Fashion magazines such as Harper’s Bazaar and Vogue were at first cautious about the idea, as they relied heavily on advertising revenue from fine jewelry houses such as Cartier. However, they overcame this trepidation and began to feature the new costume jewelry in the mid-1920s. Since there were no copyright laws at this time to prevent the Paris fashions being copied, other magazines throughout Europe and particularly America took up the theme and costume jewelry spread rapidly internationally.
The couturiers revelled in intricate detail and elaboration, particularly embroidered beadwork and garnitures which reflected current fashions, and the use of sequins and crystals that adorned evening wear. One of the most flamboyant and innovative of fashion designers was Coco Chanel, who coined the term ‘junk’ jewelry. She was the true advocate of fine ‘fakery’ and the ‘deluxe poor look’. She believed that ‘when you wear jewels, they should be visible, striking . . . (and you should) wear your real ones at home or amongst friends, not on the street. You should not wear your fortune around your neck as if you were a savage.’ Chanel worked in collaboration with many people including Count Etienne de Beaumount and the Sicilian painter Fulco Santostefatto della Cerda in producing costume jewelry in the 1920s.

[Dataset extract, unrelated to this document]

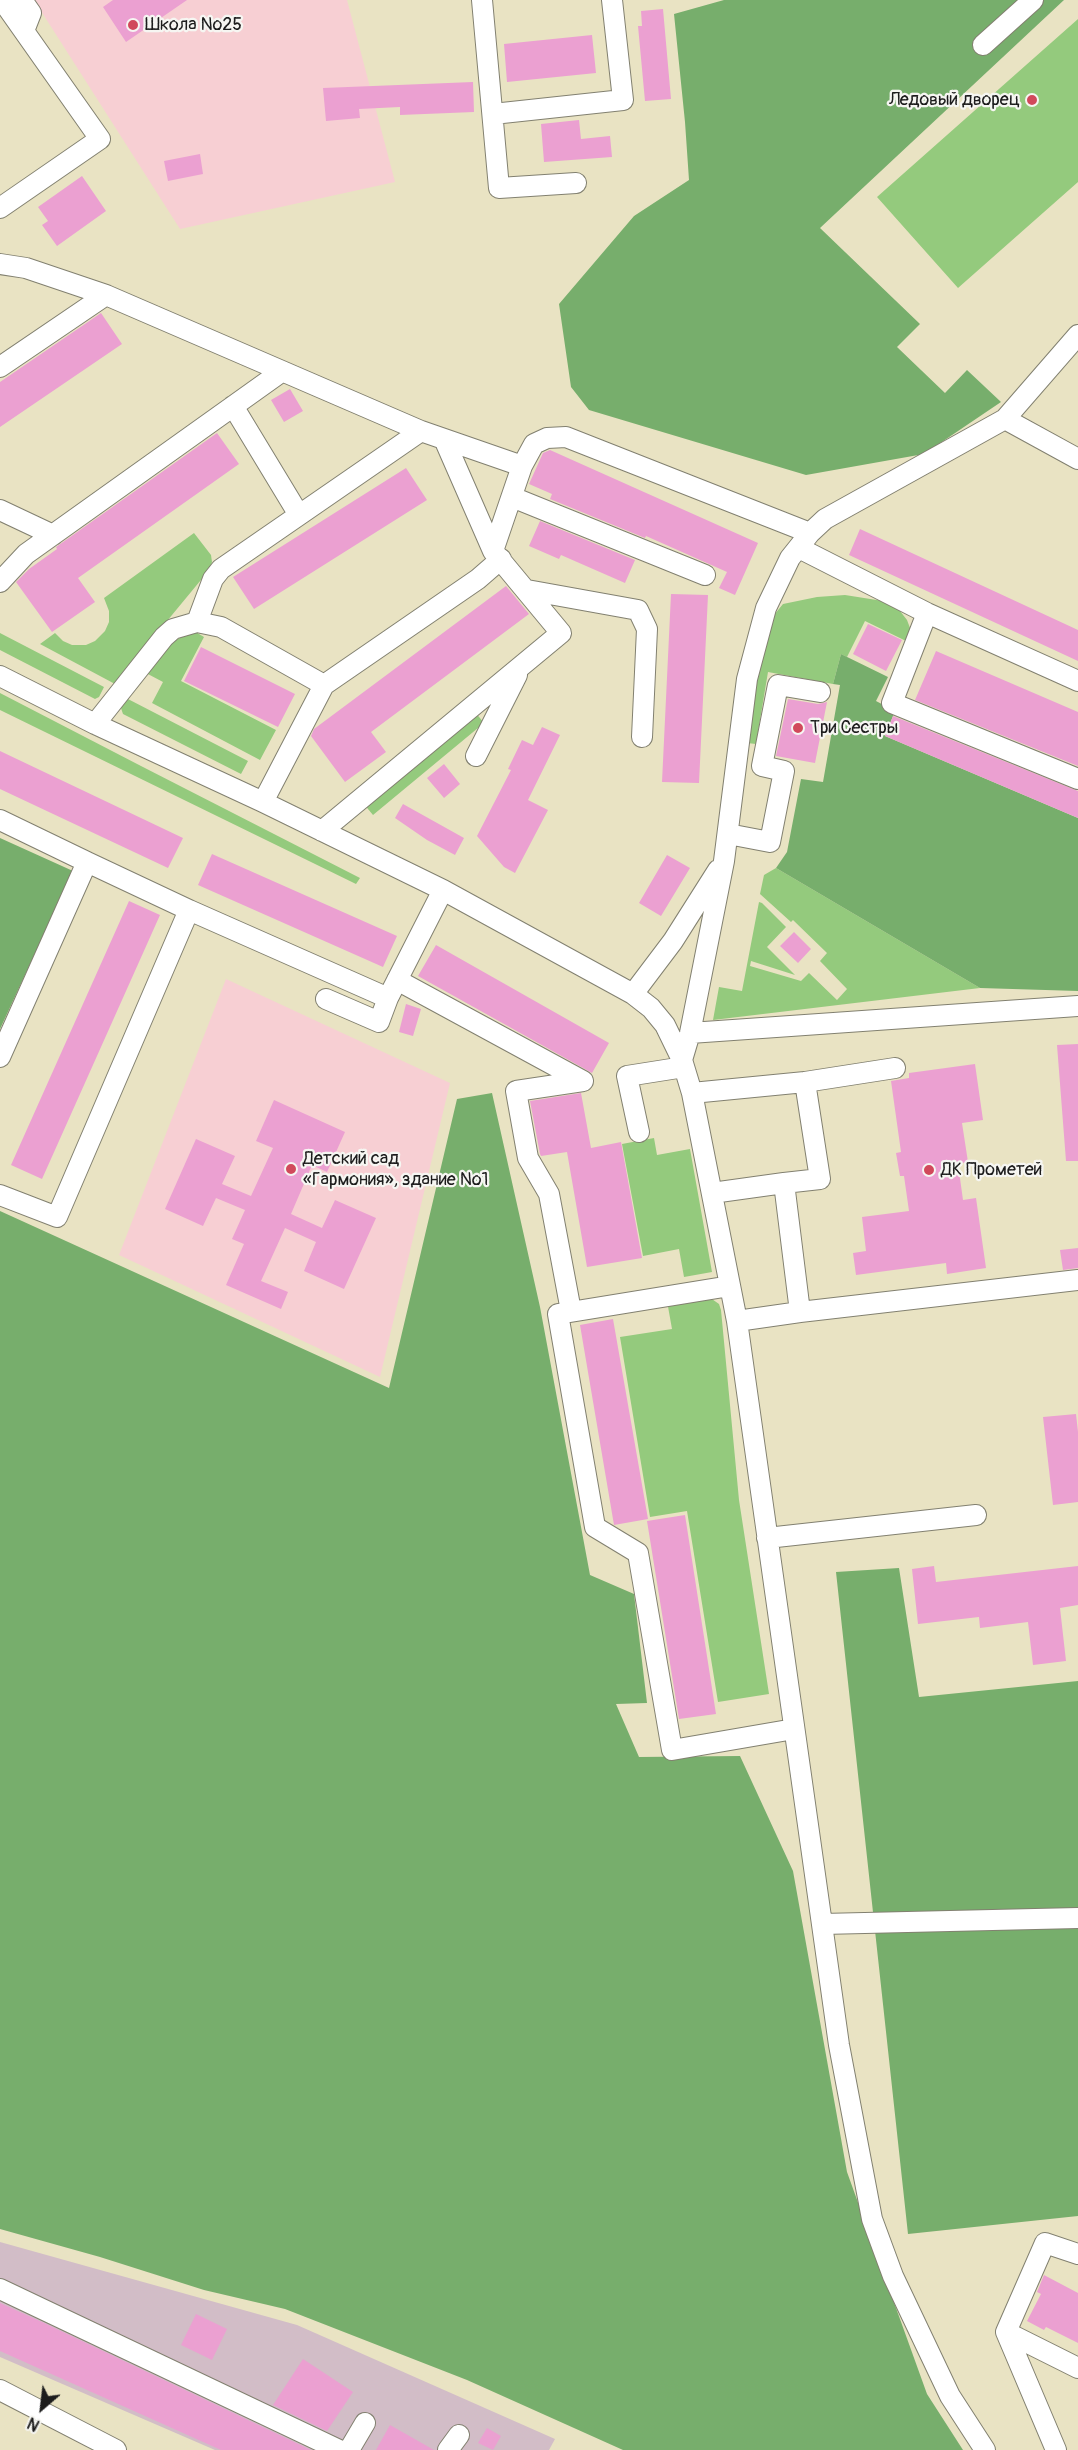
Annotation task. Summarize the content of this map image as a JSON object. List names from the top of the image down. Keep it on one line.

By 1925, the fashion was well-established, and the imitation of costly materials was no longer seen as a disgrace. In 1927 Vogue reported that ‘Fashion has decided that all we need ask of an ornament is to adorn us, and that neither our complexions [suntans were newly fashionable] nor our gems are to be natural’.
In Germany, Pforzheim remained a major centre of jewelry production. At the beginning of the twentieth century German manufacturers had begun making fashion and hair accessories. The companies of Florein Grosse and Heinrich Henkel branched out into costume jewelry in the early twenties.

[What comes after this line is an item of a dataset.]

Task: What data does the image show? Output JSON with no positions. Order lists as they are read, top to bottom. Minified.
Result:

Likewise in the States, Coro (Cohn Rosenberger), later Corocraft, Richilieu, Miriam Haskell, Napier Incorporated (the oldest fashion jewelry house), Gustav Trifari and Carl Fishel began producing costume accessories such as handbag clasps, shoe buckles and hair ornaments. Fishel and Trifari were among the first jewelers to realize that the short bob (popularized in France) would spell death to their enormous range of hair ornaments. In response to this, they set up as costume jewelers under the name Trifari, Krauss- man and Fishel.

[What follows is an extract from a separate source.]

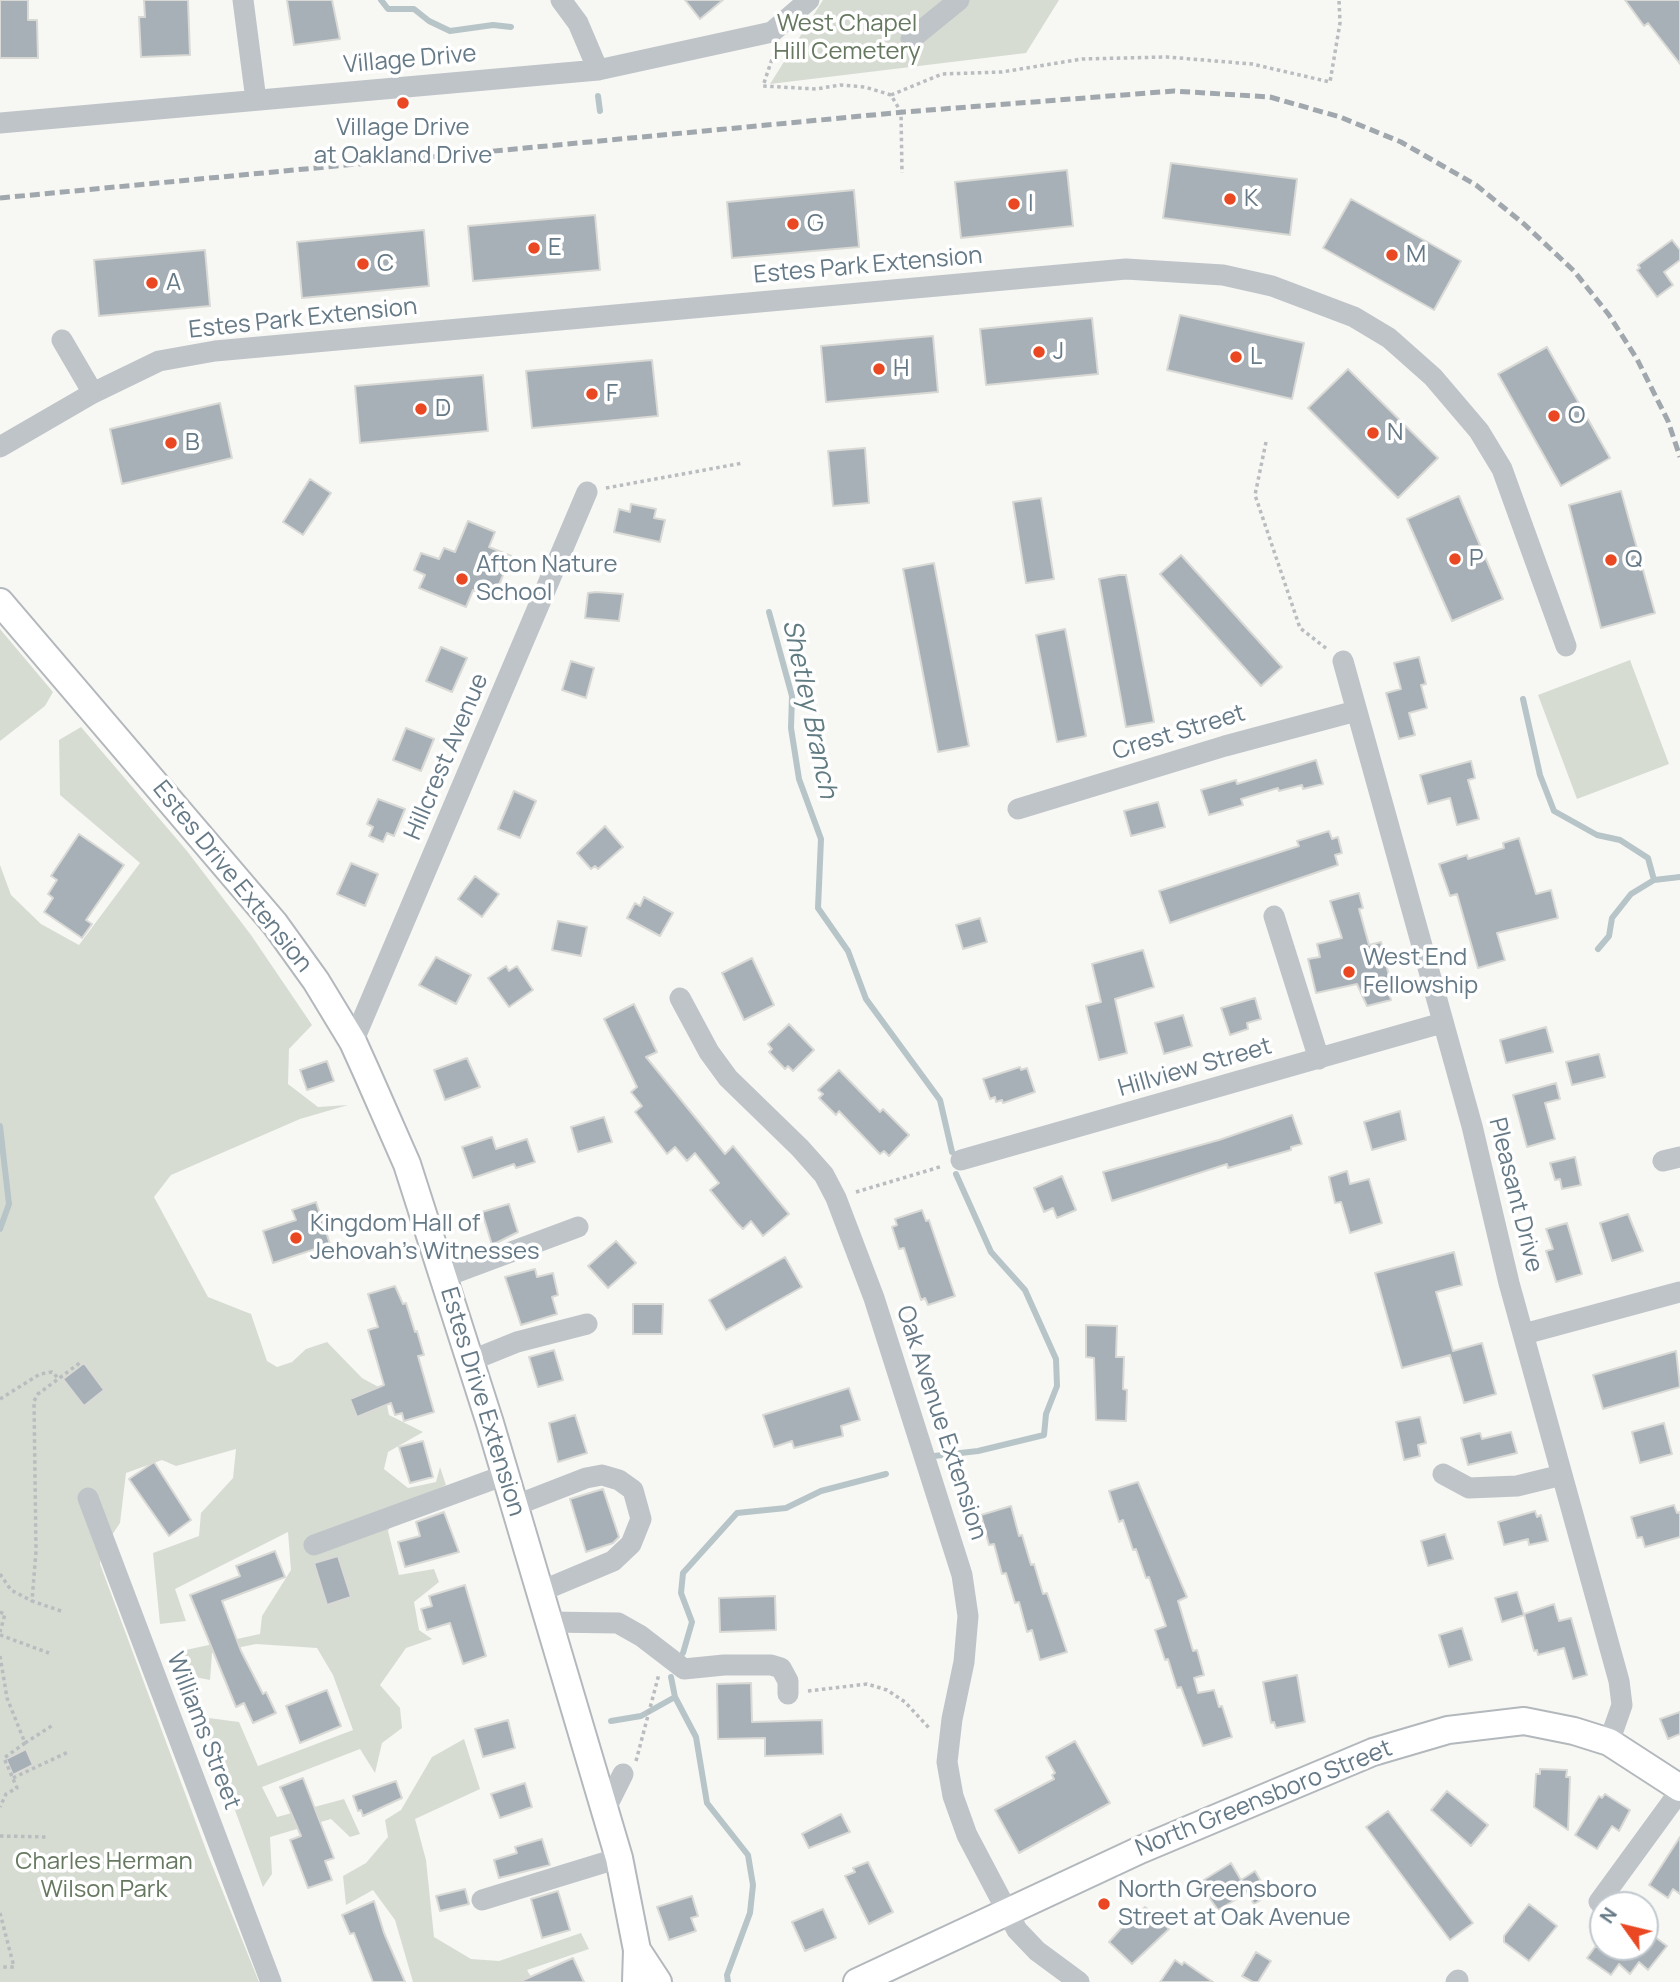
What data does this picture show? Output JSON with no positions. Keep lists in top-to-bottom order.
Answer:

Twenties fashions dictated a new range of ornaments. As well as the bob haircut, there were the dropped waistlines, rising and falling hemlines, and décolleté necklines or backless dresses, requiring a new range of jewelry styles. Costume jewelry expanded accordingly to include clips, liberty pins (to hold up corsetless lingerie), and free-flowing sautoirs associated with the dropped waistline.